Okay I'll buy that capacitor. I cannot go for a kit now because I already bought other components and I cannot afford another kit now. Since this is a school project, I have very less budget to work with. That's why I preferred not to go with a kit as they are costlier than building from scratch.
I agree that two of the pins might be connected together. You can determine that using any little circuit, like an led and try connecting one side of the battery through any two connections on the capacitor.
That circuit is the simplest, worst quality FM radio that I have ever seen and it is missing most parts that are in a real FM radio.
I think a radio kit will be the best for you to learn how to solder its parts to a circuit board that has a correct layout. It will have the correct parts and will have a good design of a real FM radio circuit that works well.
if you can't get a meter, you can still get a primitive continuity tester. Get a 12V battery and a wire and short the negative and positive terminals together. It will make a spark when you try to connect the wire from one pole to the other. The spark tells you that the wire is conducting some current. This will also work with a 9V battery but the spark will be really small. Or with a li-ion battery but the spark will be really BIG so you must use a REALLY small wire.

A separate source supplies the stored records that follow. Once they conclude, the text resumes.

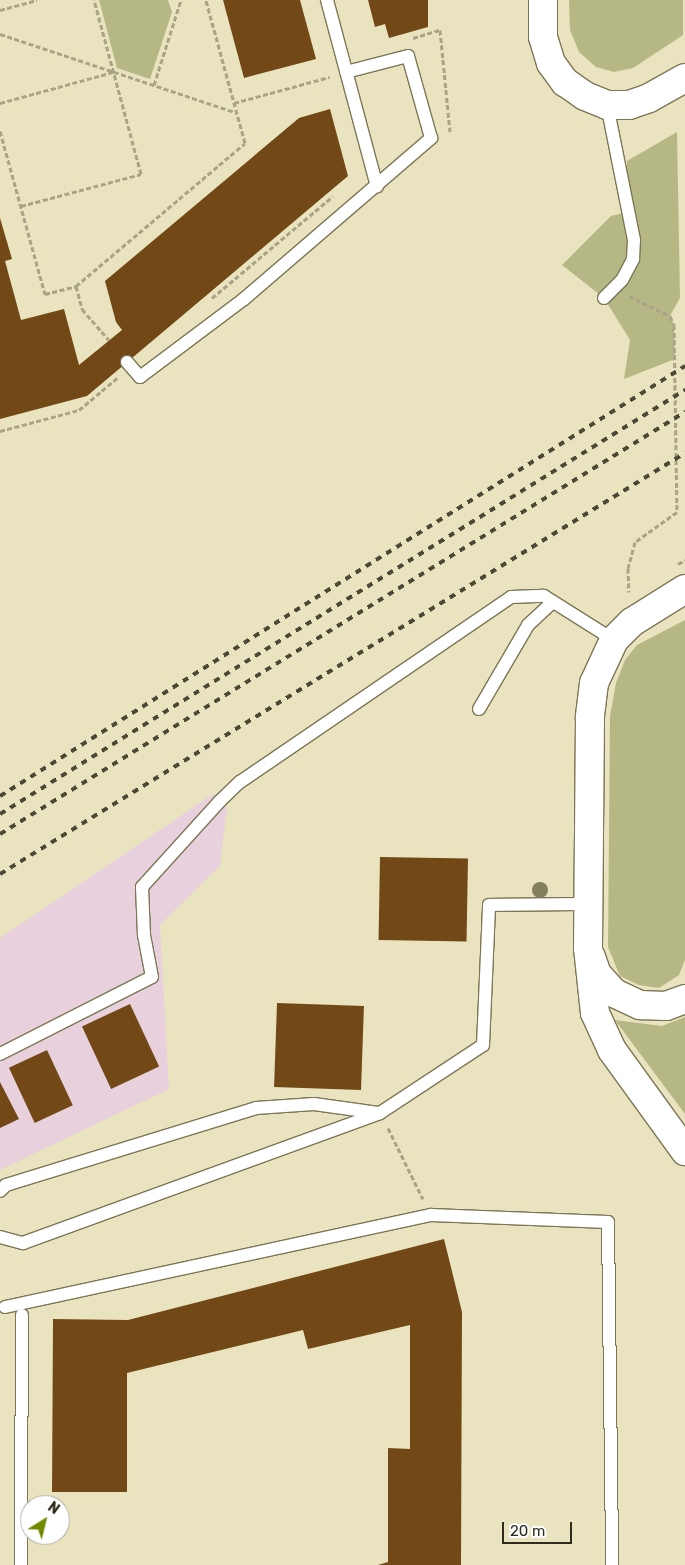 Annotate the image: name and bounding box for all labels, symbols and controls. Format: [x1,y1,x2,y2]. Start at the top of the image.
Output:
north arrow [20,1495,70,1545]
text: N [44,1498,63,1518]
scale bar [505,1512,575,1544]
text: 20 m [510,1522,545,1540]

So now if you have a 3-terminal cap, then you use the same method to see if two of the terminals are connected together. They will pass current from one to the other. It won't damage the cap.
But if the 3rd lead is just an anchor lead and is not connected to either side of the cap, then you have a problem.
of course you could also look for the data sheet for the cap in question. if you know the make of the part.
Finally completed the project guys. Thanks a lot for your help. It works but very very mildly. That'd be enough for my project. Without your assistance I couldn't have done it. It costed 300 rupees which translates to 4 dollars approx so it's really coat effective which was my motto from the beginning. Now I've to figure out how all the parts work together to make this radio work. Any help would be really appreciated. Thanks again guys.
The reason for the two pins connected together and to the adjuster of your variable capacitor is to ground the adjuster - those two pins should be the ground connections - this prevent the tool you are using to turn the vanes affecting the capacitance.
Also foil wound fixed capacitors often have a line around one end which signifies which lead is connected to the very outside bit of foil so that you can join this end to ground so as to act as a screen around the inside foil.
If you want to make your radio louder (but not more sensitive!) you can increase the audio gain a bit. You'll need a 1.2kohm resistor and a 10uF electrolytic capacitor, join them in series and the join them from pin1 to pin 8 of the LM386. More info here...
Well done in getting your project to work - you can proud of it! I remember the very first transistor radio I built back in the 1950's - a three transistor reflexed broadcast band kitset radio in a smart plastic case - that radio went with me everywhere! Other kids of my age thought I was a genius!
You said "That's why I preferred not to go with a kit as they are costlier than building from scratch." Sometimes this is not true if the kit maker puts together a lot of kits - bulk buying makes things cheaper and you may get a printed circuit board or a cabinet to put it in for a cheaper price than you can but the individual components.